## Data
-=-=-

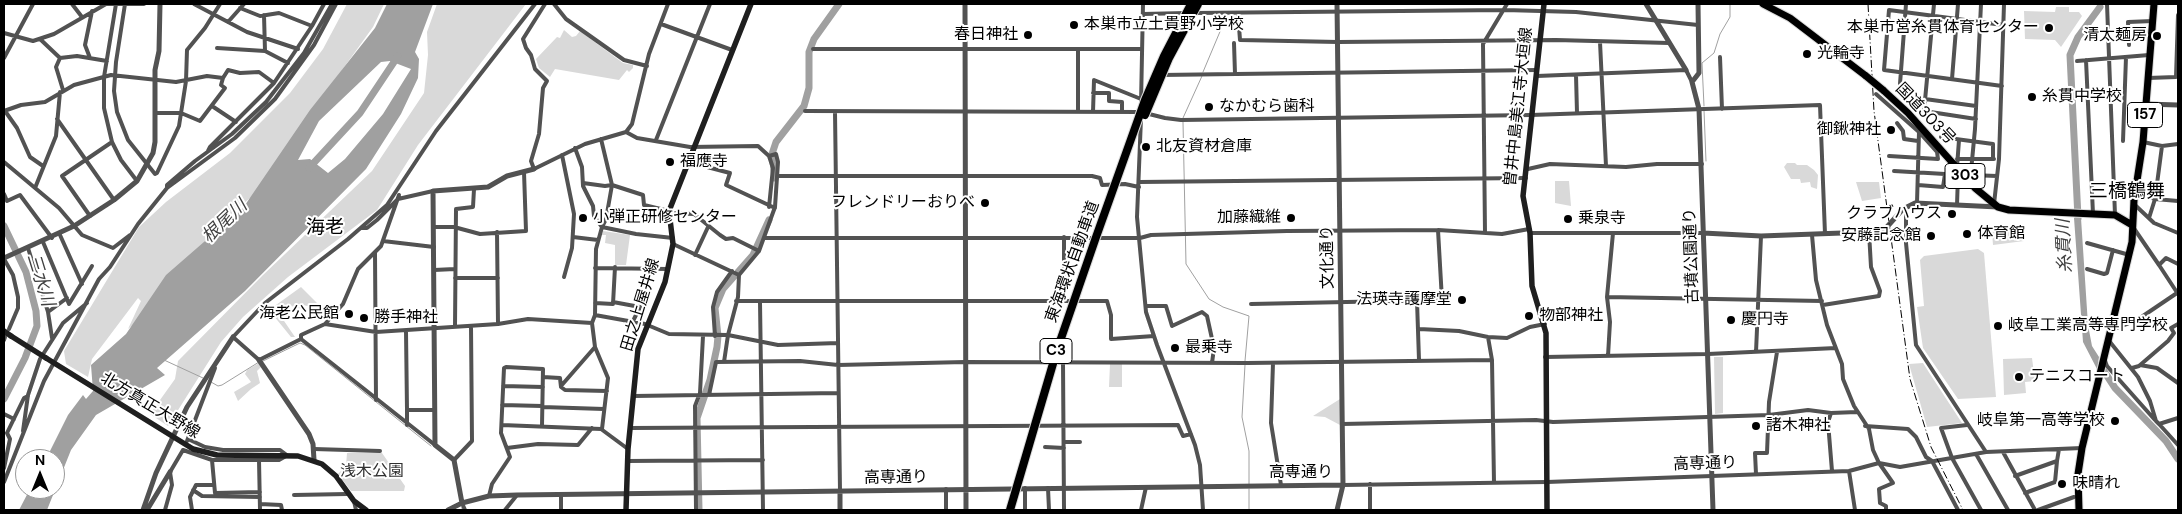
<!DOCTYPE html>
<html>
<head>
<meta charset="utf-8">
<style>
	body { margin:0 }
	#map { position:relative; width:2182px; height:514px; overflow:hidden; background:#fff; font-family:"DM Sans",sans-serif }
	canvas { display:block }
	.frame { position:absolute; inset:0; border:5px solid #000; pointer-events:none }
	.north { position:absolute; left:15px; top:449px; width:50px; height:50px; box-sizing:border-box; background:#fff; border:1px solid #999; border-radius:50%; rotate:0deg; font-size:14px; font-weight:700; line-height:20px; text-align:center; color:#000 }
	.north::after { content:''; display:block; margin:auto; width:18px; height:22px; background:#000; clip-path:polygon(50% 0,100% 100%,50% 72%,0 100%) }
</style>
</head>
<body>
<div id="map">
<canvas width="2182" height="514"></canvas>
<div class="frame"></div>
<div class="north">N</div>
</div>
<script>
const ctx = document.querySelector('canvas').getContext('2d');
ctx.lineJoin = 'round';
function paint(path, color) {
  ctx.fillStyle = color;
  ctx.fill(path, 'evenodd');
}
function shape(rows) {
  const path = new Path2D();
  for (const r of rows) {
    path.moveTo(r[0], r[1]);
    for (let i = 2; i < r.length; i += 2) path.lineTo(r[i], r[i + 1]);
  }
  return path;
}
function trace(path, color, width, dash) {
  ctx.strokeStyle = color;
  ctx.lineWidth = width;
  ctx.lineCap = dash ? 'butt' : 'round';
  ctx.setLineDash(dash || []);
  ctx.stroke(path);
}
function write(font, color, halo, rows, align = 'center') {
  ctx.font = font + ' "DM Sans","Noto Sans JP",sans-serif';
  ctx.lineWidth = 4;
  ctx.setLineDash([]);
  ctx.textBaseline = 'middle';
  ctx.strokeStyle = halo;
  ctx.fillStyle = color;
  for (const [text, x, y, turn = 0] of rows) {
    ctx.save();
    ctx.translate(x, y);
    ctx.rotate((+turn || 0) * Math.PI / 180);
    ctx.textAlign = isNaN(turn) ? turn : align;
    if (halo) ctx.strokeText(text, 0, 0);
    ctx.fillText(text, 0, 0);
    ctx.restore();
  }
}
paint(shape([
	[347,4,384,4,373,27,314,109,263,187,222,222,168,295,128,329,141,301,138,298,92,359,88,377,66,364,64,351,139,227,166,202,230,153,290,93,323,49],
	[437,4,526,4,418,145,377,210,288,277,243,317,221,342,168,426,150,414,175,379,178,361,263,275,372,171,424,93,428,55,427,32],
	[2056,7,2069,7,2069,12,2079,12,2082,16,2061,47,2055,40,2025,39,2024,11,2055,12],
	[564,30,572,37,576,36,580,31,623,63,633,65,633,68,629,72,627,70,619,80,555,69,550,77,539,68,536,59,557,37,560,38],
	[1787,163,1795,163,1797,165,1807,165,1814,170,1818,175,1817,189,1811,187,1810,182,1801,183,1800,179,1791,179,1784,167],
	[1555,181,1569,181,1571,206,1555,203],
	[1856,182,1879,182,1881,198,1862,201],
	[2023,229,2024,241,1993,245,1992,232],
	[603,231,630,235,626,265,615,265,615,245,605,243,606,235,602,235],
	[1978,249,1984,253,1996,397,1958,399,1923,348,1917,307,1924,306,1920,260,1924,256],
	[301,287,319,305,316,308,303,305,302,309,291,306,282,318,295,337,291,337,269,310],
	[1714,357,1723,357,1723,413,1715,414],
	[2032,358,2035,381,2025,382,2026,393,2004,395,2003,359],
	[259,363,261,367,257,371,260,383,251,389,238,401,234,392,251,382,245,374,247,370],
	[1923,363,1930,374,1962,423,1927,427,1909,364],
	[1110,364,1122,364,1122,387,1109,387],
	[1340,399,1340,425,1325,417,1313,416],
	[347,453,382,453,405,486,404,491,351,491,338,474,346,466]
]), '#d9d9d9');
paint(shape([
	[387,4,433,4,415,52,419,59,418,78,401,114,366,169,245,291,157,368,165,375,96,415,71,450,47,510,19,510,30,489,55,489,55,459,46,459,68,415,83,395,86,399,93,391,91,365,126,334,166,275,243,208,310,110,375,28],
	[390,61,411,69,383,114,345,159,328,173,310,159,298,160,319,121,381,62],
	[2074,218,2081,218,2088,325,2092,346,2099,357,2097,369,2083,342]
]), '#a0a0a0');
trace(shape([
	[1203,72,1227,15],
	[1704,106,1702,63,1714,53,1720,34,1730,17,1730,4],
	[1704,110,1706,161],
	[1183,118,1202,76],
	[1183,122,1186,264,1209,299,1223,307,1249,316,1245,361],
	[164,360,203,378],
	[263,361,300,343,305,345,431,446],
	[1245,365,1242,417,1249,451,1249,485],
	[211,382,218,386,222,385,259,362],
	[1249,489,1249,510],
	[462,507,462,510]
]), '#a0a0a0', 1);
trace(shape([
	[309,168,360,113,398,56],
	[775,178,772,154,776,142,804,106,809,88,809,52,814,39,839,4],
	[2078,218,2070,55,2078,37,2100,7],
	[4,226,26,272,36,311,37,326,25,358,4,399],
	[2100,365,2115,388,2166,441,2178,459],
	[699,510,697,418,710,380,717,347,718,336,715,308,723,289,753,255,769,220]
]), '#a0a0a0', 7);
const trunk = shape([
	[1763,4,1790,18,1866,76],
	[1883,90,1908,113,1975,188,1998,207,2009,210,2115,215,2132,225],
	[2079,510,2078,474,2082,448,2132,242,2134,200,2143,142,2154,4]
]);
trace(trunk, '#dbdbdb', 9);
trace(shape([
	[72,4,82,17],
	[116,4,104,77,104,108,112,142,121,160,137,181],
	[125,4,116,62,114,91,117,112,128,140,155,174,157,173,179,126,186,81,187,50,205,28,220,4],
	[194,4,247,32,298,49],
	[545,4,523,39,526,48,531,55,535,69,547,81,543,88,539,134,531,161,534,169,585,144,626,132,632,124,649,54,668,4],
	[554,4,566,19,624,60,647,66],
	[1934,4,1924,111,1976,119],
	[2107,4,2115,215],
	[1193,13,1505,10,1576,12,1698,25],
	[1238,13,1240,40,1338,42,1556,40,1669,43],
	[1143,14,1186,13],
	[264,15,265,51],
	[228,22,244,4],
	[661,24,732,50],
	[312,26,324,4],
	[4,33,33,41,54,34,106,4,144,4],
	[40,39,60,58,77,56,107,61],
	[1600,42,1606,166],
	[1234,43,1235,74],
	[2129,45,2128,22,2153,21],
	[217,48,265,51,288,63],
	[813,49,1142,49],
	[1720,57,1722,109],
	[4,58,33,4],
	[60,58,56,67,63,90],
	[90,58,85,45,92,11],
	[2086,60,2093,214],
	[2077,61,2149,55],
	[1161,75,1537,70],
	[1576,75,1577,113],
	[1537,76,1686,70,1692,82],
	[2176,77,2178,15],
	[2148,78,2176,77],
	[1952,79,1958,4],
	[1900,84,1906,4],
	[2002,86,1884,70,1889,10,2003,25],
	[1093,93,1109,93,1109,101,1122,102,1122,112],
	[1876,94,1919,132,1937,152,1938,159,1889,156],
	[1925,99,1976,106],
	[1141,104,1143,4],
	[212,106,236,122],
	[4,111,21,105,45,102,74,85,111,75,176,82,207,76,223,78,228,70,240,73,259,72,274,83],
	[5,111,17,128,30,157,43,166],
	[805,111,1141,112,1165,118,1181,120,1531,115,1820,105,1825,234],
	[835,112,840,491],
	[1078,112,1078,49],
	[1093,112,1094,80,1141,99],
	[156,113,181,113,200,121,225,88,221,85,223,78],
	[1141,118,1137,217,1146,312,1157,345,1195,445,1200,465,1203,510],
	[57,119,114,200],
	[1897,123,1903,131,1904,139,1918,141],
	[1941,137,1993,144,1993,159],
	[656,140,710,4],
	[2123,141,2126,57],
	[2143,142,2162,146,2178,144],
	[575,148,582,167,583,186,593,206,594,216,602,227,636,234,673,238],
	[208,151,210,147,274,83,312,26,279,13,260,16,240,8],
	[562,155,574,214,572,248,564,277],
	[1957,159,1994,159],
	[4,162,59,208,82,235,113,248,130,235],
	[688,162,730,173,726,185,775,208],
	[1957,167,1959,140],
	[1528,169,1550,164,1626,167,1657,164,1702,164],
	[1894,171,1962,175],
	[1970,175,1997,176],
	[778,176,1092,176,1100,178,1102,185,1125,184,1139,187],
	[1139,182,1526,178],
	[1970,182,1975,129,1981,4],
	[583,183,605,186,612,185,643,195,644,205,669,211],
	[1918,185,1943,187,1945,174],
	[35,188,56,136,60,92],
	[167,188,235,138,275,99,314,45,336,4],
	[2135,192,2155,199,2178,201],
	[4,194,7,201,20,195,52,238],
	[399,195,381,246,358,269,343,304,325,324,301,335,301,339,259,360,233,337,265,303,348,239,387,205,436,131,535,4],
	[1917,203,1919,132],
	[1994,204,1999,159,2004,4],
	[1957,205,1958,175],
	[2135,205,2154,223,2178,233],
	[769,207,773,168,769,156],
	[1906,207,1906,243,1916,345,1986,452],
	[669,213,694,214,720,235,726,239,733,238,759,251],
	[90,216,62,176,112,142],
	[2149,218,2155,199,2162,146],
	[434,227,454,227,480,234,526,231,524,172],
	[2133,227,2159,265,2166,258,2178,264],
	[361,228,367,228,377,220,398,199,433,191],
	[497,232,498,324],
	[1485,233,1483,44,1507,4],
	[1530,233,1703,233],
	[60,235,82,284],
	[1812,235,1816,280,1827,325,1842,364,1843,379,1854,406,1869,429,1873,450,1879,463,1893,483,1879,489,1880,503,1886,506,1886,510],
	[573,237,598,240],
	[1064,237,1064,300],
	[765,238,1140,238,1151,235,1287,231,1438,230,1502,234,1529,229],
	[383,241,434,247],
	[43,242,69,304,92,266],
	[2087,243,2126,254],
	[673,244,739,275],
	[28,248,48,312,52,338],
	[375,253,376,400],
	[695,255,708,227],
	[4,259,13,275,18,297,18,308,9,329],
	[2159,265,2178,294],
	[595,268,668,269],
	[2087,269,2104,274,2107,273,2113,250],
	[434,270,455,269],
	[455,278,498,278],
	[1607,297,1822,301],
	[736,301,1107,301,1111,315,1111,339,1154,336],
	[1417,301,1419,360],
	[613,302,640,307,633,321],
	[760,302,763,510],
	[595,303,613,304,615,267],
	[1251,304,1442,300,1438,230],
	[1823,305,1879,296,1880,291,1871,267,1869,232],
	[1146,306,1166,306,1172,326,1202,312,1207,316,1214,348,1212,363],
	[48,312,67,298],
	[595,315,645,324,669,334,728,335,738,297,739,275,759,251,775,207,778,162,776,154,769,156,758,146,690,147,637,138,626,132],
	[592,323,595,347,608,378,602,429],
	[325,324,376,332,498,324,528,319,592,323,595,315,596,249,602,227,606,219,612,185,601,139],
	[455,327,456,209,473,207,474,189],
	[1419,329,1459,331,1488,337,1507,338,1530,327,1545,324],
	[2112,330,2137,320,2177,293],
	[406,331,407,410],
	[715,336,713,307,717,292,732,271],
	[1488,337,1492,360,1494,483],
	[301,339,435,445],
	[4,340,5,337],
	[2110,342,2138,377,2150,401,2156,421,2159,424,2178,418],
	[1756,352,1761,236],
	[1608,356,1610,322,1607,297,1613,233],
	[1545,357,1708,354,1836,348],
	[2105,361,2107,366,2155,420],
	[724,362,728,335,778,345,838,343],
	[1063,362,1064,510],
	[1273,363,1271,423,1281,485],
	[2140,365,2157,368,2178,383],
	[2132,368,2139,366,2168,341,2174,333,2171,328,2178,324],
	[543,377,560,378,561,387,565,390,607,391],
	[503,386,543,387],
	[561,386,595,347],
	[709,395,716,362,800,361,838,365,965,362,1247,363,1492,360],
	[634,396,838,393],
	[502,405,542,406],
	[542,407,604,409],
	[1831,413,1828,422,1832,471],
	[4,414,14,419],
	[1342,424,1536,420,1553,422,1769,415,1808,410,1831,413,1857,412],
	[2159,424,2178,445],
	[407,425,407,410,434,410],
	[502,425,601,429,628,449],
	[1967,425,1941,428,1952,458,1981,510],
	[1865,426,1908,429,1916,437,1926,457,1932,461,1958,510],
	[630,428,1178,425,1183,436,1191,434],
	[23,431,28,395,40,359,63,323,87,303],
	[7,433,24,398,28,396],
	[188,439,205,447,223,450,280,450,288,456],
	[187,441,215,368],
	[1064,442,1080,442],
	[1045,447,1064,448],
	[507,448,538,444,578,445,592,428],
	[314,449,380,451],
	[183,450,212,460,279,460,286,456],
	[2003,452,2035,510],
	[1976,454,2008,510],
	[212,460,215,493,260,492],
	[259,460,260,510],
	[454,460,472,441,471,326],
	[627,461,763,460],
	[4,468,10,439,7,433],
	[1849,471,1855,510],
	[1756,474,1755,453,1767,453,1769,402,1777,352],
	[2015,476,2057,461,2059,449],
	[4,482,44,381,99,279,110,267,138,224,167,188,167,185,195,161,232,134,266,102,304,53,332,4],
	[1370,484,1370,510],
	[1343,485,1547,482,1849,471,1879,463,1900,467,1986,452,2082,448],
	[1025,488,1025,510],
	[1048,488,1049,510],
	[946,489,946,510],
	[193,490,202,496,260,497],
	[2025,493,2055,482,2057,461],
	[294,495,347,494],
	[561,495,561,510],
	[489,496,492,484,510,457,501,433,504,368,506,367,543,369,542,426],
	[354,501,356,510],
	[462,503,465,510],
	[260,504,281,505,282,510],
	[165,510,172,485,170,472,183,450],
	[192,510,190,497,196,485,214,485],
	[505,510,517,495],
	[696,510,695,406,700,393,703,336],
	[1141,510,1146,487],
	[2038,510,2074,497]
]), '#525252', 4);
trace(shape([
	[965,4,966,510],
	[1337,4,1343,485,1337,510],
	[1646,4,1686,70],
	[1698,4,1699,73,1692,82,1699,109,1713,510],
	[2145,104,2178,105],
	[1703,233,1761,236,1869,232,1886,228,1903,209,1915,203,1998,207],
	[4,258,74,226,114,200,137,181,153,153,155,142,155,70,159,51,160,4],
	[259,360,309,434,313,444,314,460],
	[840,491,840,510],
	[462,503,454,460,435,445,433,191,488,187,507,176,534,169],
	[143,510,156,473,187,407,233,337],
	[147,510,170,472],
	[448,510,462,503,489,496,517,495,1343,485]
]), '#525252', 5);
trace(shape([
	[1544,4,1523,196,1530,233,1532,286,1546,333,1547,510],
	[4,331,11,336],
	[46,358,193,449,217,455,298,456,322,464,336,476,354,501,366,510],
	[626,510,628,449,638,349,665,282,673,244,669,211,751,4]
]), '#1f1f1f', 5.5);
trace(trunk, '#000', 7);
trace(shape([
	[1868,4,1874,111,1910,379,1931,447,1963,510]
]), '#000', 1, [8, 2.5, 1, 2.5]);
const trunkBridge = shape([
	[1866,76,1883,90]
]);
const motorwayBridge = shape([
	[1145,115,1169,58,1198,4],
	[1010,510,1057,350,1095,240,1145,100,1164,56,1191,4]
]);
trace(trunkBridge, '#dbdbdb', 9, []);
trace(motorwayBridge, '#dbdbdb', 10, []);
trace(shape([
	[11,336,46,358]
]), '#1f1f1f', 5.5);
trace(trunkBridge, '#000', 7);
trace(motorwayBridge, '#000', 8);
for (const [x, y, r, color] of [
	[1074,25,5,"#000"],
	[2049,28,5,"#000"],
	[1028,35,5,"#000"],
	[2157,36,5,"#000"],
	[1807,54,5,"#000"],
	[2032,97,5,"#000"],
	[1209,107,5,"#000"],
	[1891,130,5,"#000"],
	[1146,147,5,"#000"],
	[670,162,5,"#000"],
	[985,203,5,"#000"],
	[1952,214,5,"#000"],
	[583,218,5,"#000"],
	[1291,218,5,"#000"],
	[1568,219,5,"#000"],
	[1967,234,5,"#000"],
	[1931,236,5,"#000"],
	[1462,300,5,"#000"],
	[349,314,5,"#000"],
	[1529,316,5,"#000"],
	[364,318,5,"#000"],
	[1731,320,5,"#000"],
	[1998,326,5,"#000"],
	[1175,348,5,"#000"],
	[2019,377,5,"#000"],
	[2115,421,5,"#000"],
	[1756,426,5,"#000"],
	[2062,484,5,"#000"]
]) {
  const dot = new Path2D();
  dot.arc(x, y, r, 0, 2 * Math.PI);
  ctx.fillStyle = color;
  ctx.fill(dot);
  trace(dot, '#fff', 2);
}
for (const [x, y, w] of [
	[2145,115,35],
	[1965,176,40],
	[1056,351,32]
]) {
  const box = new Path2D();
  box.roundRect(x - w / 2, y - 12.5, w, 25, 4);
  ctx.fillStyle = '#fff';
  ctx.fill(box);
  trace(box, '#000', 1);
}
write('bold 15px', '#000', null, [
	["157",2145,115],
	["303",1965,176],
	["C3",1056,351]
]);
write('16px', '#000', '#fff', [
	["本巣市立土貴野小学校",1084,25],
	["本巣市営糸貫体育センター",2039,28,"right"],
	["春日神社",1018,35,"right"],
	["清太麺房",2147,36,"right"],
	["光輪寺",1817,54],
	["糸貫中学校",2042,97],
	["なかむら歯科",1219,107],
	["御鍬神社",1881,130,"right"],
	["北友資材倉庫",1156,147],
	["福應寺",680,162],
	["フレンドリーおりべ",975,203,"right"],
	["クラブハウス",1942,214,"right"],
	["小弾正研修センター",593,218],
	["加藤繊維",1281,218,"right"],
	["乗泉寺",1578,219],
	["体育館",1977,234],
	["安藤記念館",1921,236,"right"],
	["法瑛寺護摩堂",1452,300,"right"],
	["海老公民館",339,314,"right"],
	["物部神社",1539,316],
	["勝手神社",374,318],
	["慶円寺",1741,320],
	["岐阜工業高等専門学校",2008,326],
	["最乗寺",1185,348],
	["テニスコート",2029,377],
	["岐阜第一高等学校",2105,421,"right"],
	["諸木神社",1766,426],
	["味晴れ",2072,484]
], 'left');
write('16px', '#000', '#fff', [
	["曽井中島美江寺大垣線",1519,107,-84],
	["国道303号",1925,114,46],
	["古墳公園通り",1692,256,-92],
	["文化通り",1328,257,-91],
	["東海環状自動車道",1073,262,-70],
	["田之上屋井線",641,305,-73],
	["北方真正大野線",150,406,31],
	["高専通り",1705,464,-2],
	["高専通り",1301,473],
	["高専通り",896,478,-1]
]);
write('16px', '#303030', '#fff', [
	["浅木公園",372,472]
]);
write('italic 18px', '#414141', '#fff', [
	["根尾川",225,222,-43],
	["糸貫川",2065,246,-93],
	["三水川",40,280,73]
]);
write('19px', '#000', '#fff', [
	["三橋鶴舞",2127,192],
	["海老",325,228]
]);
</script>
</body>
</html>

-=-=-

Return every line from the entries above that includes the word "canvas".

	canvas { display:block }
<canvas width="2182" height="514"></canvas>
const ctx = document.querySelector('canvas').getContext('2d');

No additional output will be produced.